Я вначале расстроился, поверив словам друга, но потом понял, что он зло врёт, просто завидуя мне.
В тот же день, когда я принёс свои находки на показ Геннадию Петровичу, в моей голове созрела решимость передать их – все три зуба – музею. Воспитанный книгами на благородных примерах великих учёных, я посчитал, что столь древние реликвии не могут принадлежать одному человеку. Они – достояние науки и всего человечества. Поскольку Геннадий Петрович занимался в музее «советским периодом» истории, и мамонты были не его «профилем», он повёл меня в отдел природы. Там и состоялась скромная «церемония» передачи зубов.
Впоследствии я, бывало, сожалел о том своём шаге, особенно после того как узнал, что музейная коллекция итак была богата подобными экспонатами. Но с другой стороны, если бы не этот шаг, то не состоялось бы моё знакомство с сотрудницами отдела природы, которое определило новый этап в моей личной истории…
Зуб мамонта (подростка). Кременчуг, Песчанский карьер, 1990 г. Длина жующей поверхности – 13 см. Примерно такой же вид и размер имел и первый зуб, найденный в Перми, на Мулянке.
Рука дающего не оскудеет!

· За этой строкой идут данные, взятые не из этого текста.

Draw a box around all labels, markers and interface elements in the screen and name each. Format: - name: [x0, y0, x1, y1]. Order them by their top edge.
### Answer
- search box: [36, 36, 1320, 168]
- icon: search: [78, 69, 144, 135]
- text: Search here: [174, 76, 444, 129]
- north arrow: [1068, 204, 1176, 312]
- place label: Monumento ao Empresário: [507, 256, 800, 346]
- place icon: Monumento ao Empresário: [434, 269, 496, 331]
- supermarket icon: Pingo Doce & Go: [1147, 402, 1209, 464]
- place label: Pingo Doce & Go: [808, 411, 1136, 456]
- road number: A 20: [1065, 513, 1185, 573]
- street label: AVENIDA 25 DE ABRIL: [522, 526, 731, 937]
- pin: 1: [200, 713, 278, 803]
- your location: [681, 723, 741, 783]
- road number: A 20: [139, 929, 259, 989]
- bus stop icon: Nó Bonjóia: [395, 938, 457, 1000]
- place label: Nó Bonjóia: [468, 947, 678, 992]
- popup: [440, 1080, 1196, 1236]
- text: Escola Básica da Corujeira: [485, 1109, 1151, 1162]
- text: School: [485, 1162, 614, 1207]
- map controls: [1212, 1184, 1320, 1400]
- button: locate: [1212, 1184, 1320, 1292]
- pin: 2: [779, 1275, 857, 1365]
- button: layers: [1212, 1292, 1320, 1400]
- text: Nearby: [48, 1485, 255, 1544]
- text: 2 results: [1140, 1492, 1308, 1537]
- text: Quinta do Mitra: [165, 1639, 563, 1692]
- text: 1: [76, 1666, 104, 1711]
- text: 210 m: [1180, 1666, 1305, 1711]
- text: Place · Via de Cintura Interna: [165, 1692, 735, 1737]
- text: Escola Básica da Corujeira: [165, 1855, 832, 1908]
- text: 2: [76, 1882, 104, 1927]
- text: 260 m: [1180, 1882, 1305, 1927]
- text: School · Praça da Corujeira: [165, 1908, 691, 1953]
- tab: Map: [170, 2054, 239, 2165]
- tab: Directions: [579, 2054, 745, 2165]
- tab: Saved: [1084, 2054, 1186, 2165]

В правдивости этого древнего постулата я убедился уже следующим летом, поскольку в Мало-Кахновском карьере нашёл ещё сразу два зуба мамонта, а из обрыва над местом этой находки вытащил крупный фрагмент бедренной кости этого северного слона. Подробнее я описал этот момент в главе «Древние кости». Те зубы имели гораздо лучшую сохранность, чем находка из Песчанского карьера, но сохранились они не полностью – у них были обломаны тыльные части. И это были первые зубы мамонта, которые я догадался взвесить. Один из них весил более трёх с половиной килограммов, а другой – более четырёх килограммов. Для сравнения – целый зуб взрослого мамонта может весить до шести килограммов.
Чистку этих находок от песка, забившегося в трещины и поры, я производил на той самой лавочке под яблоней, где два года назад чистил кости «пропащей лошади». Но бабушка в этот раз уже не была столь категорична. Необычная форма, внушительный размер и «благородный» серо-чёрный цвет моих находок говорили сами за себя. Деду же было интересно увидеть зубы того исполина, с бивнем которого он однажды уже имел дело.

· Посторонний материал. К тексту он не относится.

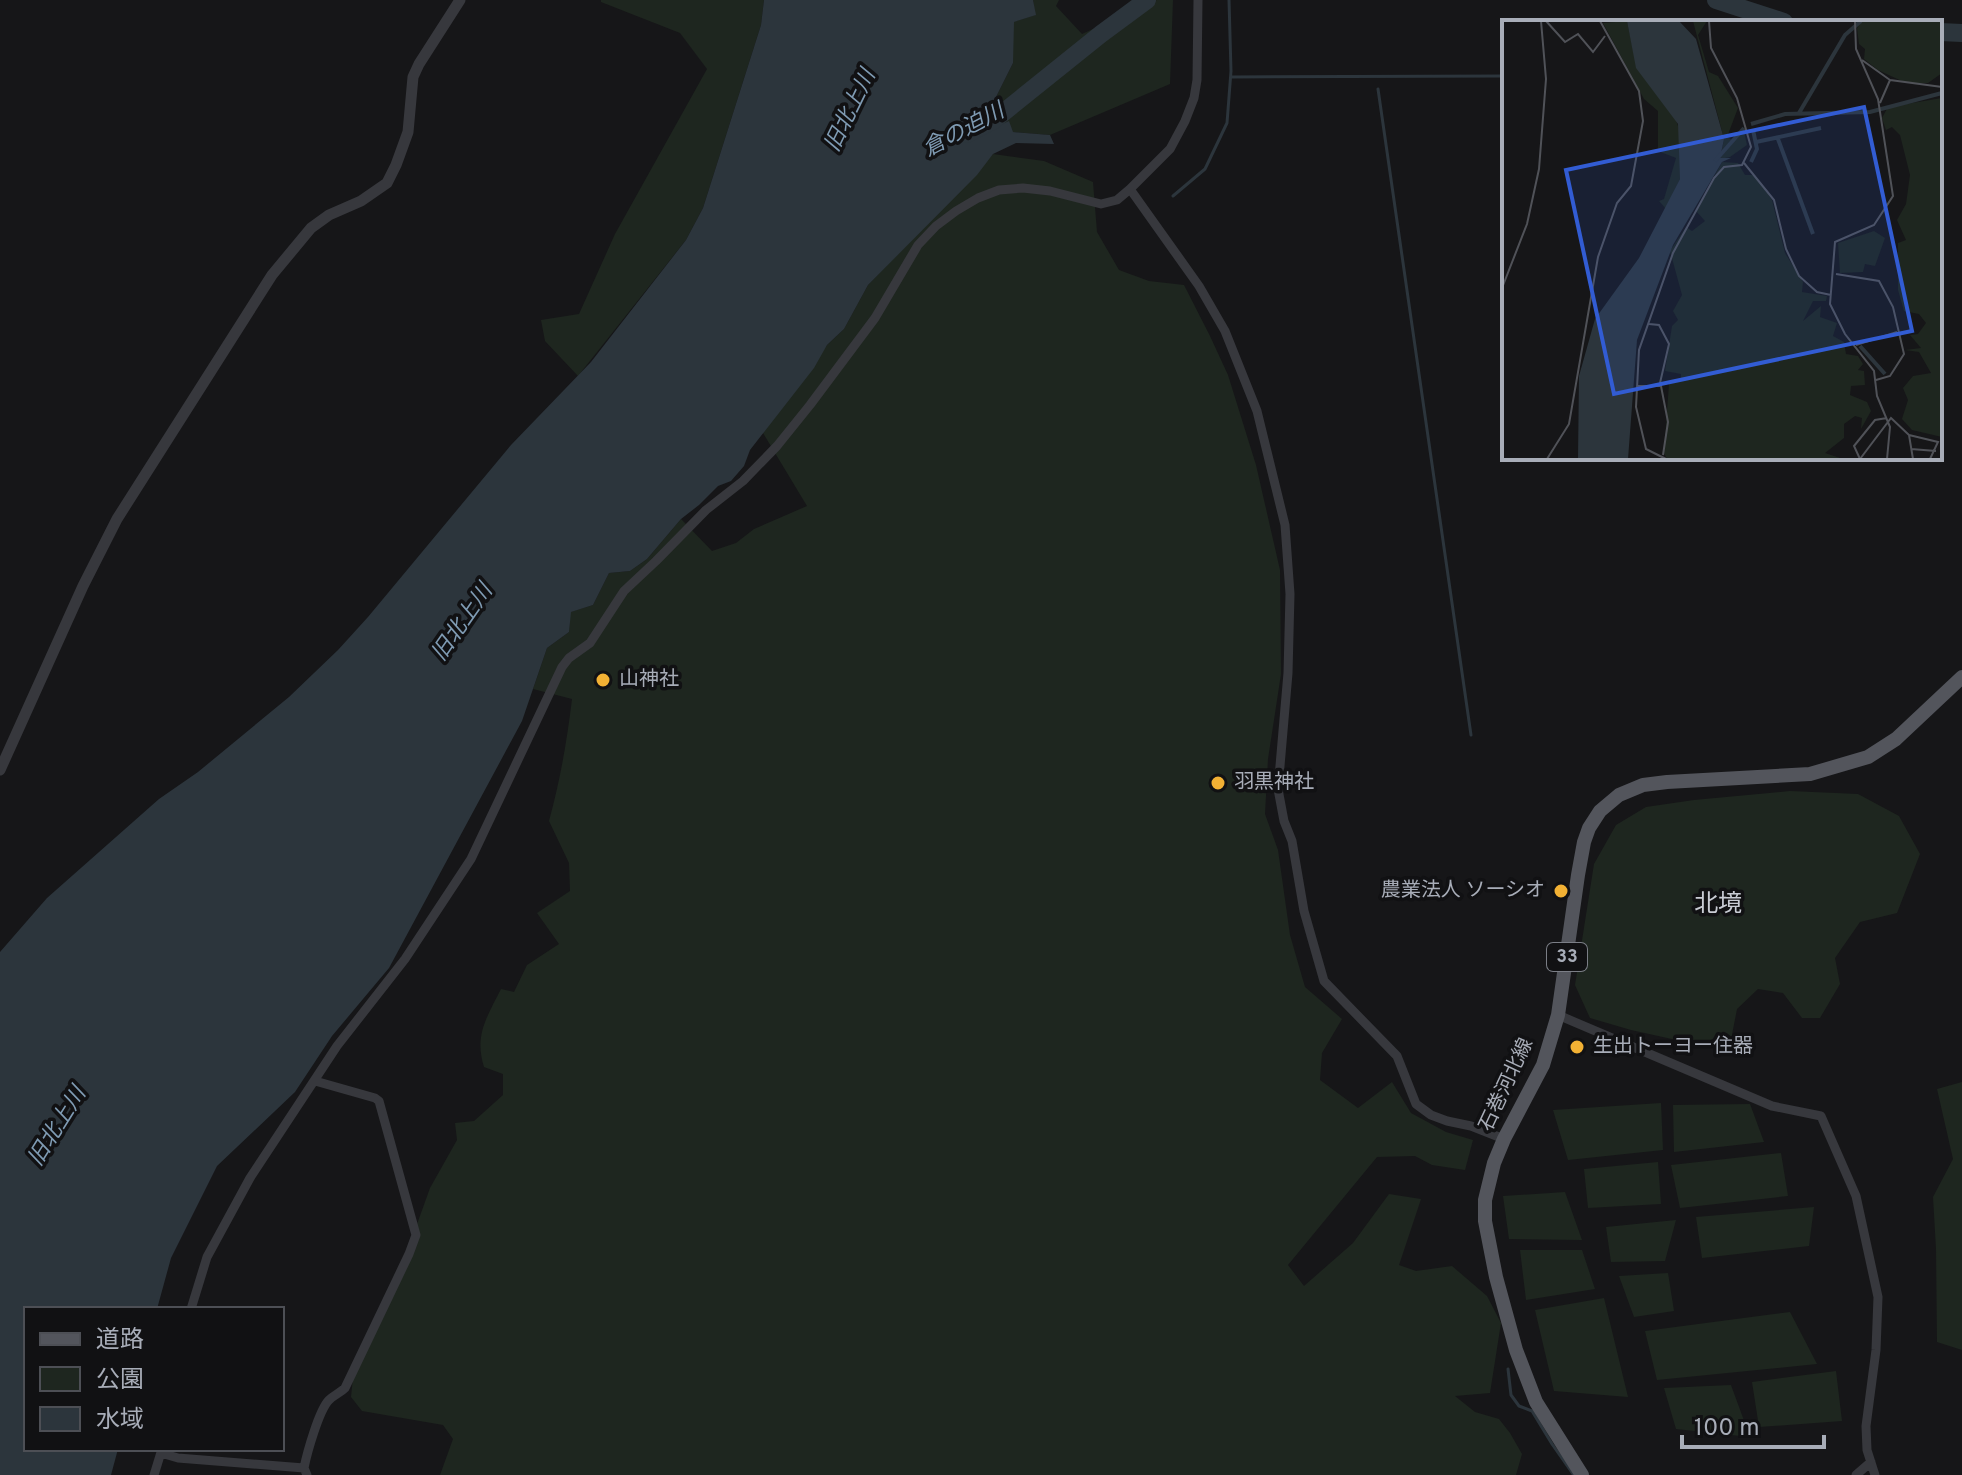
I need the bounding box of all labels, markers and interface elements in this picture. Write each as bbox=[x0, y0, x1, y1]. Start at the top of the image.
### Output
inset map bbox=[1502, 20, 1942, 460]
water label: 旧北上川 bbox=[820, 64, 883, 156]
water label: 倉の迫川 bbox=[919, 97, 1011, 164]
water label: 旧北上川 bbox=[427, 578, 500, 667]
place label: 山神社 bbox=[619, 667, 679, 693]
marker: 山神社 bbox=[594, 671, 612, 689]
place label: 羽黒神社 bbox=[1234, 770, 1314, 796]
marker: 羽黒神社 bbox=[1209, 774, 1227, 792]
place label: 農業法人 ソーシオ bbox=[1381, 878, 1545, 904]
marker: 農業法人 ソーシオ bbox=[1552, 882, 1570, 900]
district label: 北境 bbox=[1694, 890, 1742, 920]
road number: 33 bbox=[1547, 943, 1587, 971]
street label: 石巻河北線 bbox=[1474, 1034, 1540, 1136]
place label: 生出トーヨー住器 bbox=[1593, 1034, 1753, 1060]
marker: 生出トーヨー住器 bbox=[1568, 1038, 1586, 1056]
water label: 旧北上川 bbox=[23, 1081, 94, 1171]
legend bbox=[24, 1307, 284, 1451]
text: 道路 bbox=[96, 1326, 144, 1356]
text: 公園 bbox=[96, 1366, 144, 1396]
scale bar bbox=[1682, 1399, 1824, 1449]
text: 水域 bbox=[96, 1406, 144, 1436]
text: 100 m bbox=[1694, 1414, 1760, 1444]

Вскоре посмотреть на мои «диковинки» стали приходить соседи. Дядя Ваня никак не мог поверить в то, что у мамонта были такие зубы – «простi каменюки». Зато, увидев лежавшую рядом кремнёвую «сосульку», которую я нашёл в той же осыпи, что и зубы, тут же сообразил приставить её к своей ширинке – вот, мол, что это за окаменелость!

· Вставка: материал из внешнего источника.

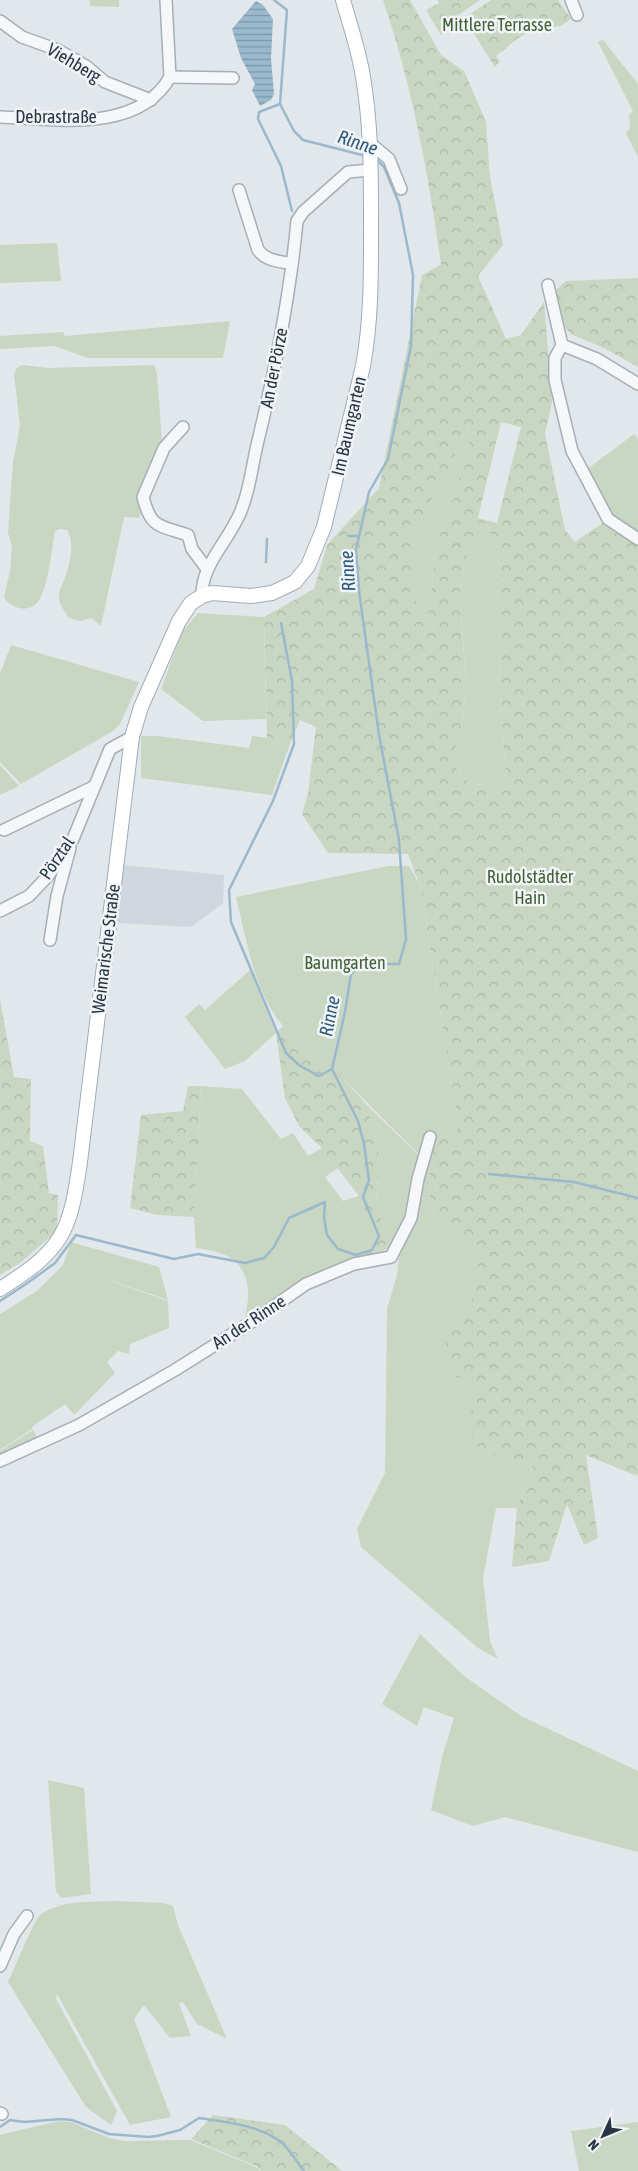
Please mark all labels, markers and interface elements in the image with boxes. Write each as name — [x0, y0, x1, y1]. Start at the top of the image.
park label: Mittlere Terrasse — [442, 14, 552, 35]
street label: Viehberg — [44, 38, 105, 87]
street label: Debrastraße — [15, 106, 97, 127]
water label: Rinne — [335, 125, 381, 159]
street label: An der Pörze — [255, 326, 292, 410]
street label: Im Baumgarten — [327, 374, 370, 478]
water label: Rinne — [335, 550, 359, 592]
street label: Pörztal — [35, 832, 79, 883]
park label: Rudolstädter Hain — [487, 866, 574, 908]
street label: Weimarische Straße — [87, 883, 124, 1015]
park label: Baumgarten — [304, 952, 386, 973]
water label: Rinne — [314, 994, 344, 1038]
street label: An der Rinne — [208, 1290, 289, 1353]
north arrow — [578, 2111, 628, 2161]
text: N — [585, 2137, 602, 2154]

А ещё я решил узнать «мнение» о костях мамонта у сидевшего на цепи пса Мухтара. Ещё в детстве читал, что сибирские охотники, находившие туши мамонтов в вечной мерзлоте, кормили мамонтятиной своих собак и даже пробовали это мясо сами. И собакам, и самим охотникам мясо понравилось, хотя и пролежало во льду тысячи лет. Из этого факта даже родилась одна из версий о причинах вымирания шерстистых слонов в Европе: мол, первобытные люди так любили мамонтятину, что не могли успокоиться, пока не съели последнего из её носителей.